### WHAT IS REQUIRED
Going through the data, count each line that has the word "above". Reply with the total and nothing more.

### STORED DATA
* * *
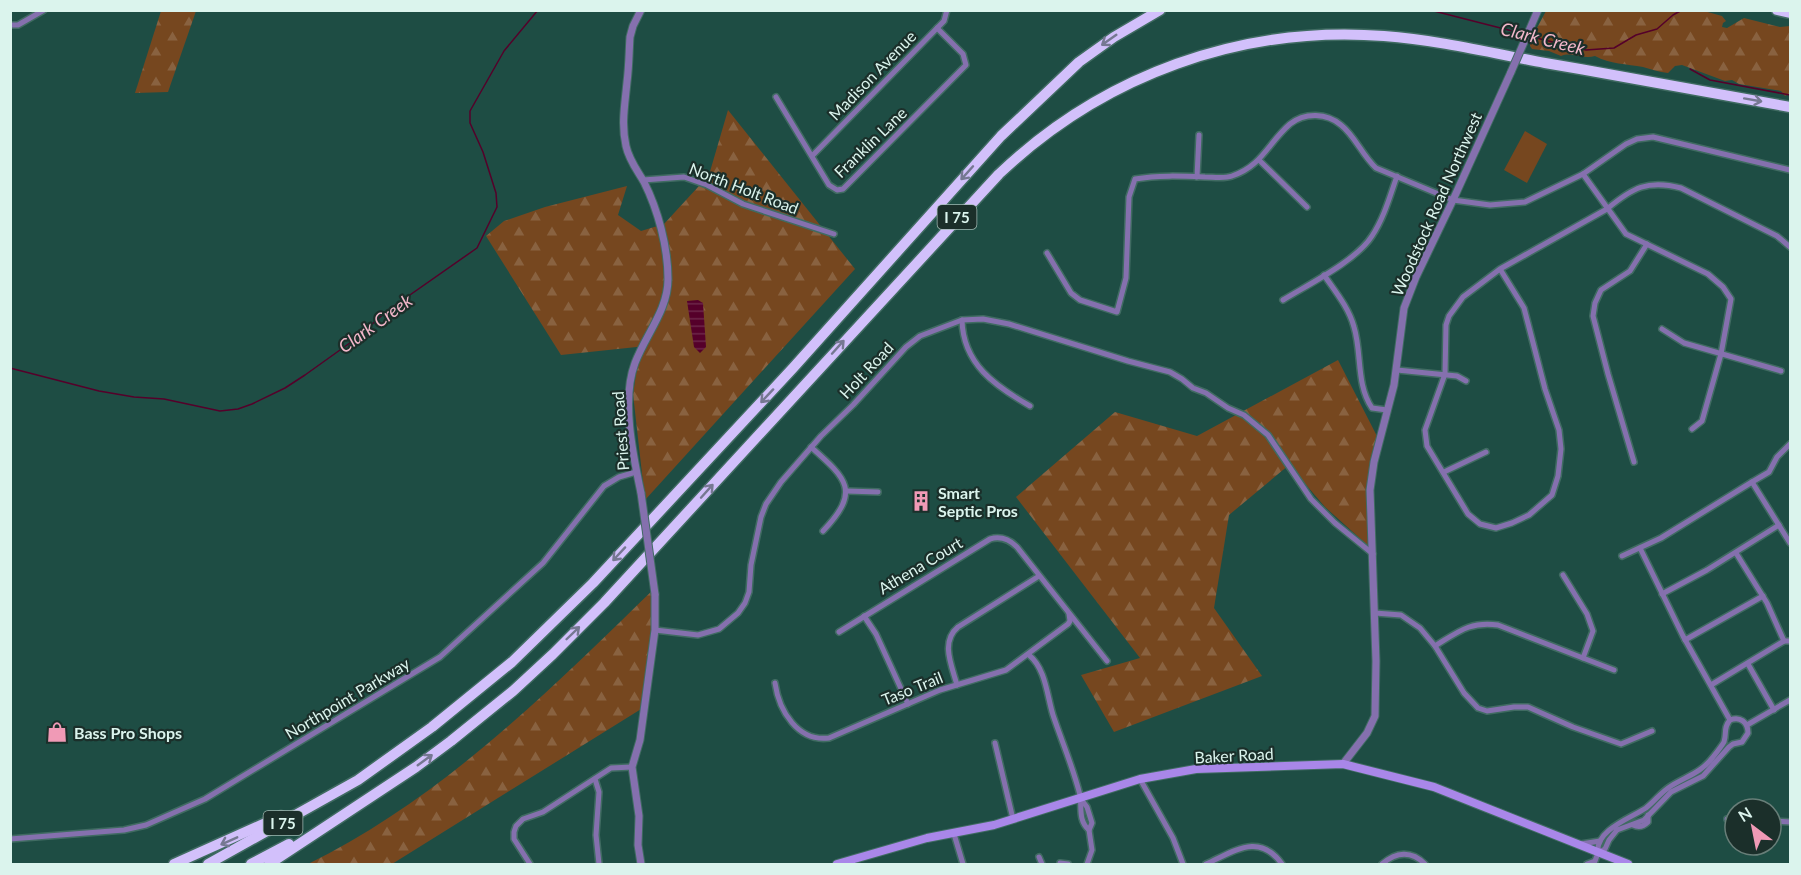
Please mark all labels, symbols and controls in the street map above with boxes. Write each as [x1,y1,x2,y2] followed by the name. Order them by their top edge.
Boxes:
* * *
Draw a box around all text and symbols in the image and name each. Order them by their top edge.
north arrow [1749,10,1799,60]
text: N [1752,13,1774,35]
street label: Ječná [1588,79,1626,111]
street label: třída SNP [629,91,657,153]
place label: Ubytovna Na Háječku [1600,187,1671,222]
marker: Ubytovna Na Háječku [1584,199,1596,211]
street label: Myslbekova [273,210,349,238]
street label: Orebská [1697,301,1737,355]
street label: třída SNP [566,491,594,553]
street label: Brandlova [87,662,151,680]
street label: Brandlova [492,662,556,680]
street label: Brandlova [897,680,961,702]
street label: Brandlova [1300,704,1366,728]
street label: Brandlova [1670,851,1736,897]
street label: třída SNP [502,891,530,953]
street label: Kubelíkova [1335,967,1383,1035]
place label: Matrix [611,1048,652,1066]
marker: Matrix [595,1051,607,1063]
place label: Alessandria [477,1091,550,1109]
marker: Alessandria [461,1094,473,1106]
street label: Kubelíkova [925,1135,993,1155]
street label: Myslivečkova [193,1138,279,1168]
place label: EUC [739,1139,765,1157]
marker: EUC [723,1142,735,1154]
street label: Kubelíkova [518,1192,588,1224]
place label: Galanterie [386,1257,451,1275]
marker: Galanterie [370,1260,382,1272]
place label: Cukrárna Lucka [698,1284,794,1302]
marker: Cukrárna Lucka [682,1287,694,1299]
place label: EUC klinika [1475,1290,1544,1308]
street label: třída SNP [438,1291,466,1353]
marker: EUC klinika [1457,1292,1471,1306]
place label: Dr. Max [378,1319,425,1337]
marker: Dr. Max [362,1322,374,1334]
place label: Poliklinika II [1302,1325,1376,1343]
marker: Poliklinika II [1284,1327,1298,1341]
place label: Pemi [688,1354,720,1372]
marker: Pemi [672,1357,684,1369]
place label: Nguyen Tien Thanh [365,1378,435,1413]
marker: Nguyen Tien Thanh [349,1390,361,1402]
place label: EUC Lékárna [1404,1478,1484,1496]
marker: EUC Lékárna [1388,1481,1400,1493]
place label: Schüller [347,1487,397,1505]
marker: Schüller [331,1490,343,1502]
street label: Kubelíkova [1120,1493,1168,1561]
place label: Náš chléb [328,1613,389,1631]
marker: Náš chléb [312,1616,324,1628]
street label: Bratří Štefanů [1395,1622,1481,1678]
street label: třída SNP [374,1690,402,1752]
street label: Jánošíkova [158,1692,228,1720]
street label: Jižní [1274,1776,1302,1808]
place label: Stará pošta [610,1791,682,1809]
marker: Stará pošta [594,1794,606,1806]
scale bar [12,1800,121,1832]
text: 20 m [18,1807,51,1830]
* * *
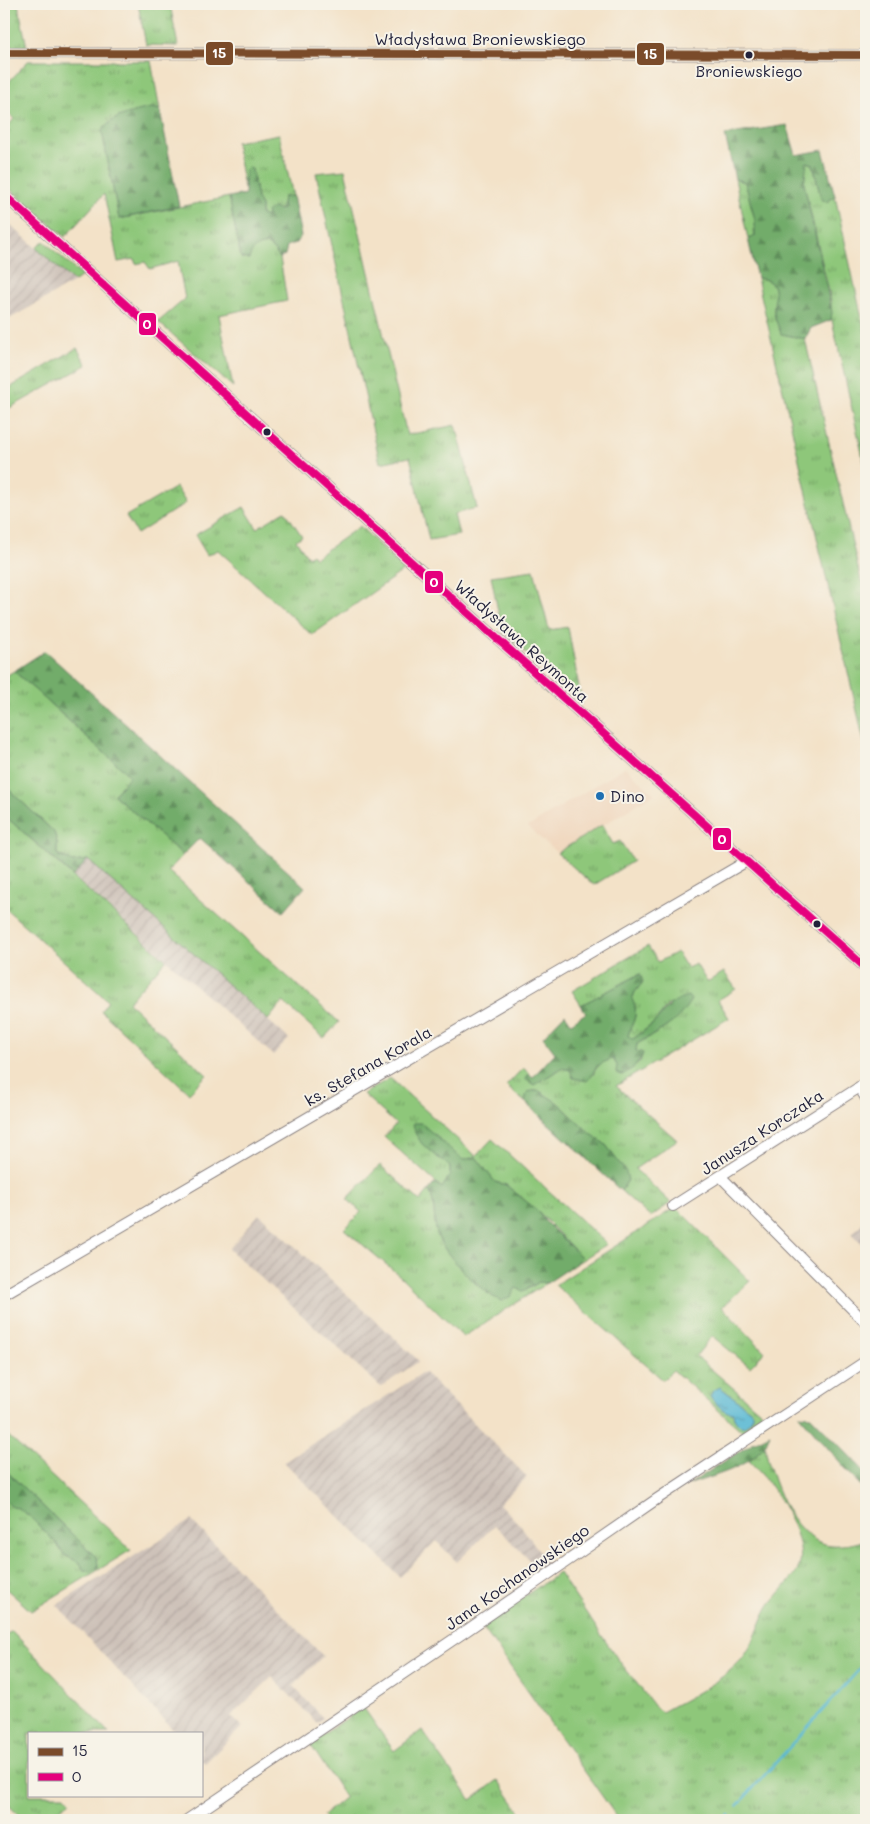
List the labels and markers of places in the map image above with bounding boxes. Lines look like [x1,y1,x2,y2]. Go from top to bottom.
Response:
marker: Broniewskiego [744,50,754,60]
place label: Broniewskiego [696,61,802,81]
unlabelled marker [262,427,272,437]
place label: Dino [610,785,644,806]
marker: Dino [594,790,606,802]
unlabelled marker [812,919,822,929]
* * *
### OUTPUT FOR THIS EXERCISE
2